Young grad works with Amnesty International on corporate crimes

Raven Ziegler

By Hannah Broadbent

Raven Ziegler is a young Native American women who is making a big impact in her community as an activist and young graduate. She is a member of the Lower Brule Sioux Tribe (Kul Wicasa Oyate) in South Dakota. She completed her Master of Human Rights (MHR) degree in the spring of 2020.

Ziegler began working with Amnesty International this summer, where she works with the International Secretariat of Amnesty International in partnership with the University of Minnesota’s Human Rights Lab. Ziegler conducts research on business and human rights accountability and corporate crimes.

She talked to us about the things that keep her going, inspired and motivated throughout these trying times.

HB. Tell us about yourself. What tribe are you and where did you grow up?
RZ: My name is Raven Ziegler (Wambli Okas’a Win). I am a Lakota Sioux woman from the Kul Wicasa Oyate Tribe (Lower Brule Sioux Tribe). I grew up on my reservation throughout my childhood. Around age 12, I moved to Minneapolis with my family for access to better education.

HB. Why was going to school so important to you? In what areas of Human Rights and Advocacy do you focus on and why?
RZ: School is essential to my growth because it has given me the practical skills necessary to advance the wellbeing of my community. Despite accessibility barriers, I view education as an equalizer in the face of systemic oppression. As our community has understood for generations, knowledge is the single most powerful tool we have. The knowledge I’ve gained through higher academia is something that cannot be taken away from me. More importantly, it does not begin and end with me. I’m now able to take this knowledge I’ve learned from a uniquely privileged space and bring it back to my community. I’m able to help us decipher dense texts and strategize on how to best protect our rights. Although the accumulation of knowledge can happen in many spaces, it has been most impactful in my educational journey.

HB. What inspired you to follow the path you are on now in human rights?
RZ: In May, I graduated with a Master of Human Rights from the Humphrey School of Public Affairs. I concentrated on the nexus of business and human rights, in order to gain the technical skills necessary to hold corporations who violate human rights accountable. This career move is heavily influenced by the continuous exploitation and environmental racism experienced within the Indigenous community.

HB. What things do you do to help you feel grounded and energized?
RZ: I am grounded and energized by the same space – my community. I’m endlessly inspired by our resilience, dedication and love we’ve invested into each other. We deserve to live in a world that recognizes, celebrates and protects our community. I’m hoping to help move us closer to that world.

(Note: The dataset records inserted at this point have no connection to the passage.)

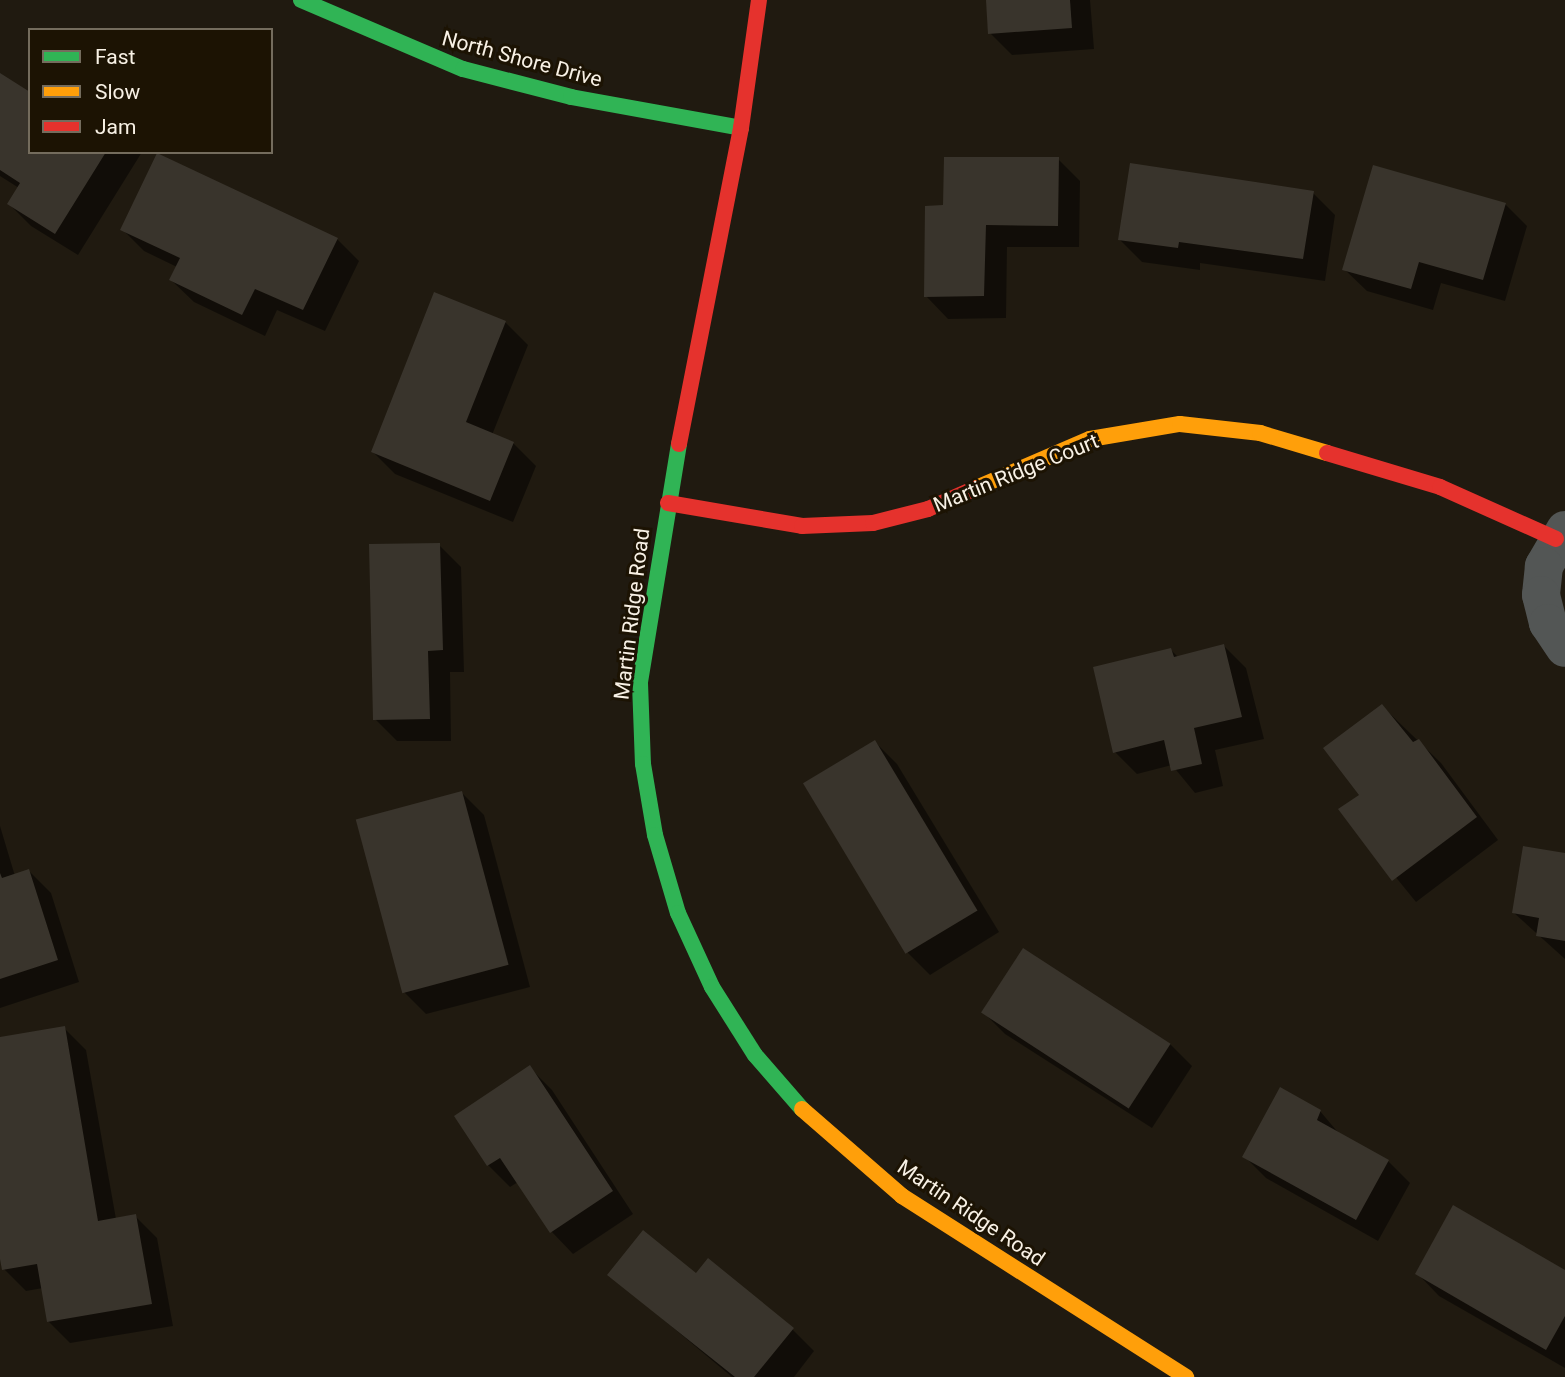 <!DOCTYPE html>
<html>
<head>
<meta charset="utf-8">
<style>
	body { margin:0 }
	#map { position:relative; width:1565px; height:1377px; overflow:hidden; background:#201a10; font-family:Roboto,sans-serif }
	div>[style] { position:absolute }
	.shadow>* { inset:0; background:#0007 }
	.building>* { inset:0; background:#39342c; transform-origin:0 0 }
	.street>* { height:38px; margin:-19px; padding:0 19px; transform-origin:19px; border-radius:19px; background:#535655 }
	.fast>* { height:16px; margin:-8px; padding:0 8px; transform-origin:8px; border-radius:8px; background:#30b455 }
	.slow>* { height:16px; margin:-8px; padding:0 8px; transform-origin:8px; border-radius:8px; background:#ff9f0a }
	.jam>* { height:16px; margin:-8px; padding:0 8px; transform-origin:8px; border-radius:8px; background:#e5322d }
	span { translate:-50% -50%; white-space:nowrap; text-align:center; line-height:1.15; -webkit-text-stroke:6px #1c1303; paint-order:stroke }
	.street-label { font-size:21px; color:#f8f1e5 }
	.legend { position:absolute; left:28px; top:28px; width:245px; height:126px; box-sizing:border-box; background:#1c1303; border:2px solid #746c5d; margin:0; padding:9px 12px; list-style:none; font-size:21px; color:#f8f1e5 }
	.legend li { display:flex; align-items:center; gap:14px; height:35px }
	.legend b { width:35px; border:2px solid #746c5d }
</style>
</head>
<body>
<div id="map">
	<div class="shadow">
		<i style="clip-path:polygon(987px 0,1090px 0,1094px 49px,1012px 55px,990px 33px)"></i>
		<i style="clip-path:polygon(0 76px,30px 152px,142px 152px,78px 255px,31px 226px,9px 204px,19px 188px,0 176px)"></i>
		<i style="clip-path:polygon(1058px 159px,1080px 181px,1079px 247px,1007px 247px,1006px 318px,948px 319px,926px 296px,945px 207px)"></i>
		<i style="clip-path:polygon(1313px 193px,1335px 215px,1325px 281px,1200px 263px,1200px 270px,1142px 262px,1120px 240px)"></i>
		<i style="clip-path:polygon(1505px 204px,1527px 226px,1505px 301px,1441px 283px,1433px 310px,1367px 291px,1344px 269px)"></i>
		<i style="clip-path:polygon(122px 229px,337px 239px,359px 261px,325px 331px,277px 310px,265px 336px,194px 302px,171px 280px,177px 267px,144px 251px)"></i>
		<i style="clip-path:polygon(435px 295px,506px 323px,528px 345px,492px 435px,513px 443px,536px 466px,513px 522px,395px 474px,373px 452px)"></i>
		<i style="clip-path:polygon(439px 545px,461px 567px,464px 672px,450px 672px,451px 741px,397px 741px,375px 719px)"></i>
		<i style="clip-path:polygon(1224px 646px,1246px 668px,1264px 739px,1215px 750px,1223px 786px,1195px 793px,1172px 765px,1137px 774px,1115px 752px,1171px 650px,1179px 658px)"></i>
		<i style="clip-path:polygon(1382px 706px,1441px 763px,1498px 840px,1416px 902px,1341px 810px,1361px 795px)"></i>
		<i style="clip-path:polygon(875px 742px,897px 764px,999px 932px,930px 975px,908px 953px)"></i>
		<i style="clip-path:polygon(462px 793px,484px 815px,530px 987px,426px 1014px,404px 992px)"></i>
		<i style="clip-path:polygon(0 826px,15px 876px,29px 871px,51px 893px,79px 982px,0 1008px)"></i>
		<i style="clip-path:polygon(1565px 855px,1565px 959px,1513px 912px)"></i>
		<i style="clip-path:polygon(1023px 950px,1170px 1044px,1192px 1066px,1152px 1128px,1005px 1034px,983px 1012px)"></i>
		<i style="clip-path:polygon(64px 1028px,86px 1050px,116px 1219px,135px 1216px,157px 1238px,173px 1326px,70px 1343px,48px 1321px,43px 1288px,26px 1291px,4px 1269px,0 1038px)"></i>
		<i style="clip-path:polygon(529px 1067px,552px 1090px,633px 1214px,573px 1254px,551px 1231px,518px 1182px,510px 1187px,488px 1165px,456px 1116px)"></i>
		<i style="clip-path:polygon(1320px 1111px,1341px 1136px,1388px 1161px,1410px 1183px,1378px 1241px,1266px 1178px,1244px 1156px)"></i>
		<i style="clip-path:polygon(1565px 1272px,1565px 1368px,1439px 1296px,1417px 1273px)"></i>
		<i style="clip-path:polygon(609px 1274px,696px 1275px,792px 1329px,814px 1351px,794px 1377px,732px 1377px)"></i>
	</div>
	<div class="building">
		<i style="clip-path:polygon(986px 0,1070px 0,1072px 28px,988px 34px)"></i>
		<i style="clip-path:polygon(0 73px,30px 92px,30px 152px,106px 152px,55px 234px,7px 204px,20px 183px,0 170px)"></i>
		<i style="clip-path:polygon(157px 153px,338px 238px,303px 310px,255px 289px,242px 315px,169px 280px,180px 258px,120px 230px)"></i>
		<i style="clip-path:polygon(944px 157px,1059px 157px,1058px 226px,986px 225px,984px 296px,924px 297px,925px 206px,943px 205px)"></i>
		<i style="clip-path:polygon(1130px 163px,1314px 191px,1303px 259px,1179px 242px,1178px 248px,1118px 240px)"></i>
		<i style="clip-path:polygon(1373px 165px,1506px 203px,1483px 280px,1419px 262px,1411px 289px,1342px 270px)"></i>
		<i style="clip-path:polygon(434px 292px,506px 321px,466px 422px,514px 442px,490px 501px,371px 452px)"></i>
		<i style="clip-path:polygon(440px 543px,443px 650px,428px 651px,430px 719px,373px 720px,369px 544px)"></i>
		<i style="clip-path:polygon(1224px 644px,1242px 717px,1194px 728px,1202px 764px,1171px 771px,1164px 740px,1113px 753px,1093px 667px,1171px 648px,1174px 657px)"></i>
		<i style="clip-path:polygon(1382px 704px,1413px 742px,1419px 739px,1477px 817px,1392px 881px,1338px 809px,1359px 795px,1323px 748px)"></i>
		<i style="left:875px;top:740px;width:199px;height:84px;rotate:59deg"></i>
		<i style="left:462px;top:791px;width:180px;height:110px;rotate:75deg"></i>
		<i style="clip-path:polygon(1523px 846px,1565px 853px,1565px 941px,1536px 936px,1539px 918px,1512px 913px)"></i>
		<i style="clip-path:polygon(29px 869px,58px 960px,0 979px,0 873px,2px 878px)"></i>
		<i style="left:1023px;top:948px;width:176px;height:77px;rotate:33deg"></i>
		<i style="clip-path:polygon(65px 1026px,98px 1221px,136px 1214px,152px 1304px,47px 1322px,37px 1264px,2px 1270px,0 1259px,0 1037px)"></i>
		<i style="clip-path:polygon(530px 1065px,613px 1191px,550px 1233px,500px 1158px,487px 1166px,454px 1116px)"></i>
		<i style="clip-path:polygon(1280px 1087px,1321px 1110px,1317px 1120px,1389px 1160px,1356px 1220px,1242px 1157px)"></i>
		<i style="clip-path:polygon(1453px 1205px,1565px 1270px,1565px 1316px,1546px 1350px,1415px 1274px)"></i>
		<i style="clip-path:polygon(643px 1230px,696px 1273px,708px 1258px,794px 1328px,754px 1377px,735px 1377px,607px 1275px)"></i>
	</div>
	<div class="street">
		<i style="left:1565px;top:530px;width:42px;rotate:120.3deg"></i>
		<i style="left:1544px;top:566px;width:29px;rotate:96deg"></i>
		<i style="left:1541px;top:595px;width:29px;rotate:76deg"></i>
		<i style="left:1548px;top:623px;width:30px;rotate:56deg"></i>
	</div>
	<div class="fast">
		<i style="left:301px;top:0;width:176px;rotate:23.1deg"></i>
		<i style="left:463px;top:69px;width:112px;rotate:14.5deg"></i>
		<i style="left:571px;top:97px;width:173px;rotate:10.3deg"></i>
		<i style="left:679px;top:444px;width:242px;rotate:99.3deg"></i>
		<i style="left:640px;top:683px;width:81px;rotate:87.9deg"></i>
		<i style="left:643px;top:764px;width:72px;rotate:80.4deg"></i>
		<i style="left:655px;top:835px;width:81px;rotate:73.6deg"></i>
		<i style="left:678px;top:913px;width:81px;rotate:65.3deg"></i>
		<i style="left:712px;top:987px;width:80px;rotate:57.7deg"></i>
		<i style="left:755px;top:1055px;width:72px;rotate:49deg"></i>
	</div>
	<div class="slow">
		<i style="left:976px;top:488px;width:124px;rotate:-23.3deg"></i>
		<i style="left:1090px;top:439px;width:91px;rotate:-9.5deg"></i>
		<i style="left:1180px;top:424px;width:81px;rotate:6.4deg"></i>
		<i style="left:1260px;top:433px;width:70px;rotate:16.6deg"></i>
		<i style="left:802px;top:1109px;width:133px;rotate:41deg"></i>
		<i style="left:902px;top:1196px;width:337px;rotate:32.5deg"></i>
	</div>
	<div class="jam">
		<i style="left:679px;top:444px;width:322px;rotate:-78.9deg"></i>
		<i style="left:741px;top:128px;width:129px;rotate:-82deg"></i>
		<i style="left:1327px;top:453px;width:118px;rotate:16.7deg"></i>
		<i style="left:1440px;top:487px;width:127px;rotate:24.1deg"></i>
		<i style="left:668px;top:503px;width:136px;rotate:9.7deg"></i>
		<i style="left:802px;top:526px;width:71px;rotate:-2.4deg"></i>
		<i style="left:873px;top:523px;width:57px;rotate:-14.3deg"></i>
		<i style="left:928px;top:509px;width:52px;rotate:-23.6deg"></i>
	</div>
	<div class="street-label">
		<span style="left:522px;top:59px;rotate:15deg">North Shore Drive</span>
		<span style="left:1016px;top:473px;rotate:-22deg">Martin Ridge Court</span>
		<span style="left:632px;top:614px;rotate:-83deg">Martin Ridge Road</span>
		<span style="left:971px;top:1213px;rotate:34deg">Martin Ridge Road</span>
	</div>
	<ul class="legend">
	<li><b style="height:9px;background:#30b455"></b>Fast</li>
	<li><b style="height:9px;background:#ff9f0a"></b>Slow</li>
	<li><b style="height:9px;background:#e5322d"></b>Jam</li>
	</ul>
</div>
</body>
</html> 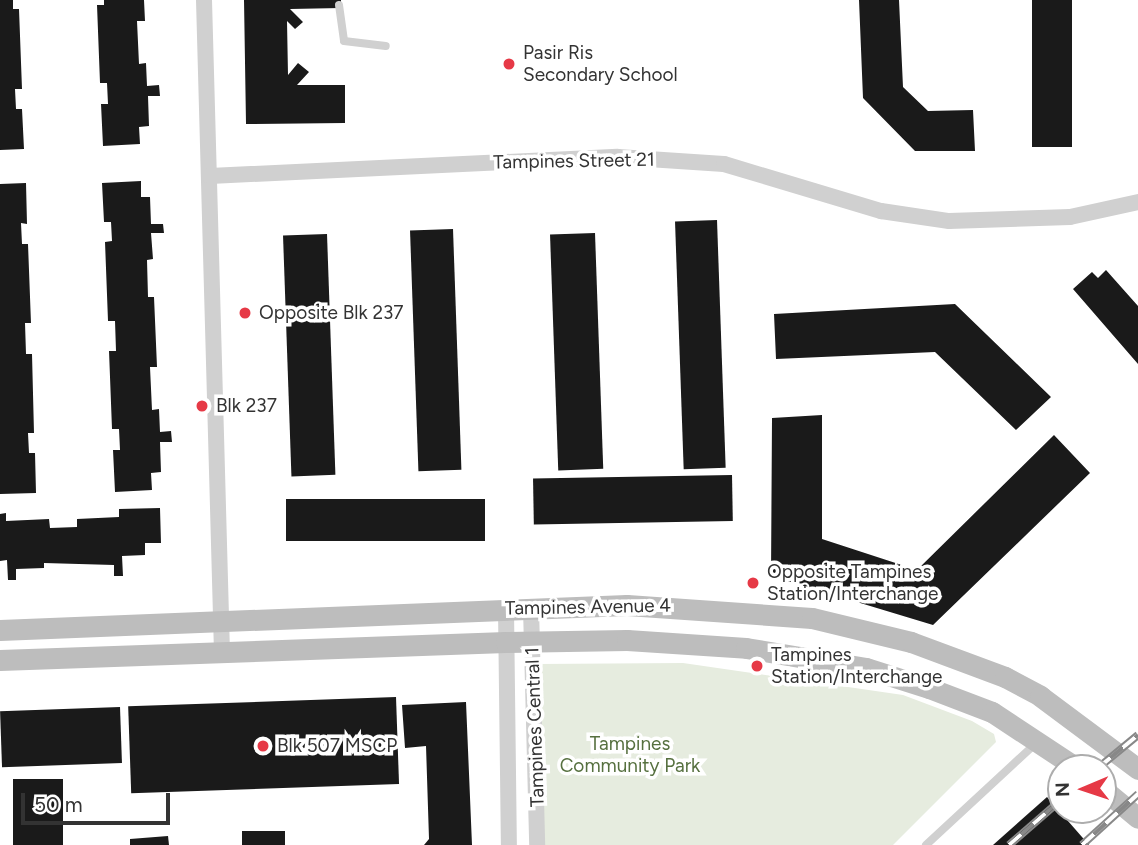 <!DOCTYPE html>
<html>
<head>
<meta charset="utf-8">
<style>
	body { margin:0 }
	#map { position:relative; width:1138px; height:845px; overflow:hidden; background:#fff; font-family:Figtree,sans-serif }
	div>[style] { position:absolute }
	.green>* { inset:0; background:#e6ecdf }
	.building>* { inset:0; background:#1a1a1a; transform-origin:0 0 }
	.lane>* { height:8px; margin:-4px; padding:0 4px; transform-origin:4px; border-radius:4px; background:#d0d0d0 }
	.street>* { height:16px; margin:-8px; padding:0 8px; transform-origin:8px; border-radius:8px; background:#d0d0d0 }
	.secondary>* { height:21px; margin:-10.5px; padding:0 10.5px; transform-origin:10.5px; border-radius:10.5px; background:#bdbdbd }
	.rail>* { height:8px; margin-top:-4px; transform-origin:0; background:repeating-linear-gradient(90deg,#fff 0 16px,#888 0 32px); box-sizing:border-box; border-block:2px solid #888 }
	.dots>* { width:19px; height:19px; translate:-50% -50%; box-sizing:border-box; border:4px solid #fff; border-radius:50% }
	span { translate:-50% -50%; white-space:nowrap; text-align:center; line-height:1.15; -webkit-text-stroke:7px #fff; paint-order:stroke }
	.poi-label { font-size:19px; color:#333 }
	.left { translate:0 -50%; text-align:left }
	.street-label { font-size:19px; color:#333 }
	.park-label { font-size:19px; color:#56703f }
	.north { position:absolute; left:1047px; top:754px; width:70px; height:70px; box-sizing:border-box; background:#fff; border:2px solid #adadad; border-radius:50%; rotate:268deg; font-size:19px; font-weight:700; line-height:28px; text-align:center; color:#333 }
	.north::after { content:''; display:block; margin:auto; width:24px; height:32px; background:#e63946; clip-path:polygon(50% 0,100% 100%,50% 72%,0 100%) }
	.scale { position:absolute; left:21px; top:793px; width:149px; height:32px; box-sizing:border-box; border:4px solid #333; border-top:0; padding-left:9px; font-size:21px; line-height:24px; white-space:nowrap; color:#333; -webkit-text-stroke:5px #fff; paint-order:stroke }
</style>
</head>
<body>
<div id="map">
	<div class="green">
		<i style="clip-path:polygon(683px 663px,903px 695px,972px 721px,994px 734px,996px 742px,893px 845px,540px 845px,537px 664px)"></i>
	</div>
	<div class="building">
		<i style="clip-path:polygon(0 0,13px 0,13px 9px,19px 9px,22px 89px,15px 89px,16px 109px,22px 109px,24px 149px,0 150px)"></i>
		<i style="clip-path:polygon(104px 0,144px 0,145px 21px,137px 21px,139px 64px,146px 63px,147px 86px,159px 85px,160px 96px,148px 96px,149px 126px,139px 127px,140px 144px,103px 146px,101px 104px,108px 104px,107px 83px,100px 83px,97px 5px,104px 5px)"></i>
		<i style="clip-path:polygon(244px 0,341px 0,341px 8px,290px 9px,303px 22px,295px 29px,287px 21px,288px 75px,298px 63px,309px 72px,297px 85px,345px 85px,345px 123px,246px 124px)"></i>
		<i style="clip-path:polygon(859px 0,899px 0,903px 87px,928px 111px,973px 110px,975px 151px,915px 151px,863px 98px)"></i>
		<i style="left:1032px;top:0;width:40px;height:147px"></i>
		<i style="clip-path:polygon(141px 181px,141px 197px,150px 197px,151px 224px,163px 224px,164px 233px,151px 233px,153px 259px,147px 260px,148px 297px,154px 297px,157px 367px,150px 367px,152px 410px,159px 409px,160px 432px,171px 431px,172px 442px,160px 442px,161px 472px,151px 473px,152px 490px,115px 492px,113px 450px,120px 450px,119px 429px,112px 429px,109px 351px,116px 351px,115px 321px,108px 321px,105px 242px,112px 241px,111px 222px,104px 222px,102px 183px)"></i>
		<i style="clip-path:polygon(26px 183px,27px 224px,21px 223px,22px 244px,28px 244px,31px 323px,25px 323px,26px 354px,32px 354px,34px 433px,28px 433px,29px 453px,35px 453px,36px 493px,0 494px,0 184px)"></i>
		<i style="left:717px;top:220px;width:248px;height:42px;rotate:88deg"></i>
		<i style="left:453px;top:229px;width:241px;height:43px;rotate:88deg"></i>
		<i style="left:595px;top:233px;width:236px;height:45px;rotate:88deg"></i>
		<i style="left:327px;top:234px;width:241px;height:44px;rotate:88deg"></i>
		<i style="clip-path:polygon(1106px 270px,1138px 306px,1138px 364px,1073px 289px,1092px 272px,1098px 278px)"></i>
		<i style="clip-path:polygon(955px 304px,1051px 397px,1016px 430px,935px 352px,776px 359px,774px 314px)"></i>
		<i style="clip-path:polygon(822px 415px,822px 539px,917px 570px,1054px 435px,1090px 473px,933px 625px,771px 576px,772px 418px)"></i>
		<i style="left:732px;top:475px;width:46px;height:199px;rotate:89deg"></i>
		<i style="left:485px;top:499px;width:42px;height:199px;rotate:90deg"></i>
		<i style="clip-path:polygon(160px 508px,161px 543px,145px 543px,145px 555px,122px 556px,123px 576px,114px 576px,114px 565px,44px 563px,44px 568px,16px 569px,16px 580px,8px 580px,7px 560px,0 561px,0 514px,6px 513px,6px 521px,49px 519px,50px 528px,77px 527px,77px 519px,119px 517px,119px 509px)"></i>
		<i style="left:396px;top:697px;width:87px;height:268px;rotate:88deg"></i>
		<i style="clip-path:polygon(466px 702px,472px 845px,424px 845px,429px 839px,426px 746px,405px 748px,402px 705px)"></i>
		<i style="left:120px;top:707px;width:56px;height:120px;rotate:88deg"></i>
		<i style="left:13px;top:779px;width:50px;height:66px"></i>
		<i style="clip-path:polygon(1047px 797px,1089px 845px,993px 845px)"></i>
		<i style="left:285px;top:831px;width:14px;height:43px;rotate:90deg"></i>
		<i style="clip-path:polygon(168px 836px,169px 845px,130px 845px,130px 839px)"></i>
	</div>
	<div class="lane">
		<i style="left:339px;top:5px;width:36px;rotate:82deg"></i>
		<i style="left:344px;top:41px;width:42px;rotate:6.8deg"></i>
		<i style="left:926px;top:845px;width:150px;rotate:-42.8deg"></i>
	</div>
	<div class="street">
		<i style="left:204px;top:0;width:652px;rotate:88.42deg"></i>
		<i style="left:210px;top:176px;width:408px;rotate:-2.7deg"></i>
		<i style="left:618px;top:157px;width:106px;rotate:3.8deg"></i>
		<i style="left:724px;top:164px;width:164px;rotate:16.7deg"></i>
		<i style="left:881px;top:211px;width:69px;rotate:8.4deg"></i>
		<i style="left:949px;top:221px;width:121px;rotate:-1.9deg"></i>
		<i style="left:1070px;top:217px;width:70px;rotate:-12.4deg"></i>
		<i style="left:531px;top:608px;width:237px;rotate:88.5deg"></i>
		<i style="left:506px;top:609px;width:236px;rotate:89.3deg"></i>
	</div>
	<div class="secondary">
		<i style="left:0;top:630px;width:627px;rotate:-2.28deg"></i>
		<i style="left:627px;top:605px;width:185px;rotate:4deg"></i>
		<i style="left:812px;top:618px;width:102px;rotate:13.6deg"></i>
		<i style="left:911px;top:642px;width:100px;rotate:20.4deg"></i>
		<i style="left:1005px;top:677px;width:40px;rotate:28deg"></i>
		<i style="left:1040px;top:696px;width:122px;rotate:36.7deg"></i>
		<i style="left:0;top:660px;width:506px;rotate:-2.04deg"></i>
		<i style="left:506px;top:642px;width:121px;rotate:-0.9deg"></i>
		<i style="left:627px;top:640px;width:119px;rotate:3.8deg"></i>
		<i style="left:746px;top:648px;width:122px;rotate:9.5deg"></i>
		<i style="left:866px;top:668px;width:66px;rotate:17.6deg"></i>
		<i style="left:929px;top:688px;width:67px;rotate:20.9deg"></i>
		<i style="left:992px;top:712px;width:102px;rotate:33.4deg"></i>
		<i style="left:1103px;top:789px;width:45px;rotate:39.6deg"></i>
	</div>
	<div class="rail">
		<i style="left:1098px;top:768px;width:52px;rotate:-39.5deg"></i>
		<i style="left:1009px;top:845px;width:69px;rotate:-40.9deg"></i>
		<i style="left:1082px;top:845px;width:76px;rotate:-42.3deg"></i>
	</div>
	<div class="dots">
		<i style="left:509px;top:64px;background:#e63946"></i>
		<i style="left:245px;top:313px;background:#e63946"></i>
		<i style="left:202px;top:406px;background:#e63946"></i>
		<i style="left:753px;top:583px;background:#e63946"></i>
		<i style="left:757px;top:666px;background:#e63946"></i>
		<i style="left:263px;top:746px;background:#e63946"></i>
	</div>
	<div class="poi-label">
		<span class="left" style="left:523px;top:64px">Pasir Ris<br>Secondary School</span>
		<span class="left" style="left:259px;top:313px">Opposite Blk 237</span>
		<span class="left" style="left:216px;top:406px">Blk 237</span>
		<span class="left" style="left:767px;top:583px">Opposite Tampines<br>Station/Interchange</span>
		<span class="left" style="left:771px;top:666px">Tampines<br>Station/Interchange</span>
		<span class="left" style="left:277px;top:746px">Blk 507 MSCP</span>
	</div>
	<div class="street-label">
		<span style="left:574px;top:161px;rotate:-1deg">Tampines Street 21</span>
		<span style="left:588px;top:607px;rotate:-1deg">Tampines Avenue 4</span>
		<span style="left:535px;top:727px;rotate:-92deg">Tampines Central 1</span>
	</div>
	<div class="park-label">
		<span style="left:630px;top:755px">Tampines<br>Community Park</span>
	</div>
	<div class="north">N</div>
	<div class="scale">50 m</div>
</div>
</body>
</html>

HB. Now that you are done with school, what’s your plan? Long-term plans?
RZ: I have accepted a contractual research position with the International Secretariat of Amnesty International. I am working with the business and human rights team on the “Prosecuting Corporate Crimes” project – which looks at the boundaries of international law when
prosecuting corporations for human rights violations. I’m a few weeks into the position and it has been incredible. This field is a decade old and we are closer than ever before to begin to hold corporations accountable for a myriad of violations – including environmental exploitation and violence against peaceful protestors.

HB. With all the current events happening in our city, what positive changes do you see already?
RZ: The mobilization of communities to protect and support each other has been exceptional. I’ve never felt more connected with Minneapolis. We are living through an example of how investment in community-led initiatives a viable alternative to traditional law enforcement can be.

HB. What is your hope for the Native community in Minneapolis? What do you see as the possibilities?
RZ: My hope for the Indigenous community in Minneapolis is that we finally get the space to move beyond survival mode. The centuries of trauma held in the Indigenous community (i.e. colonization, poverty, state violence) has impeded on our ability to live fulfilling lives collectively. I hope we will soon get to a space where we can be radically vulnerable without the threat of danger. I hope we will soon get the opportunity to live in our bodies and in this world peacefully.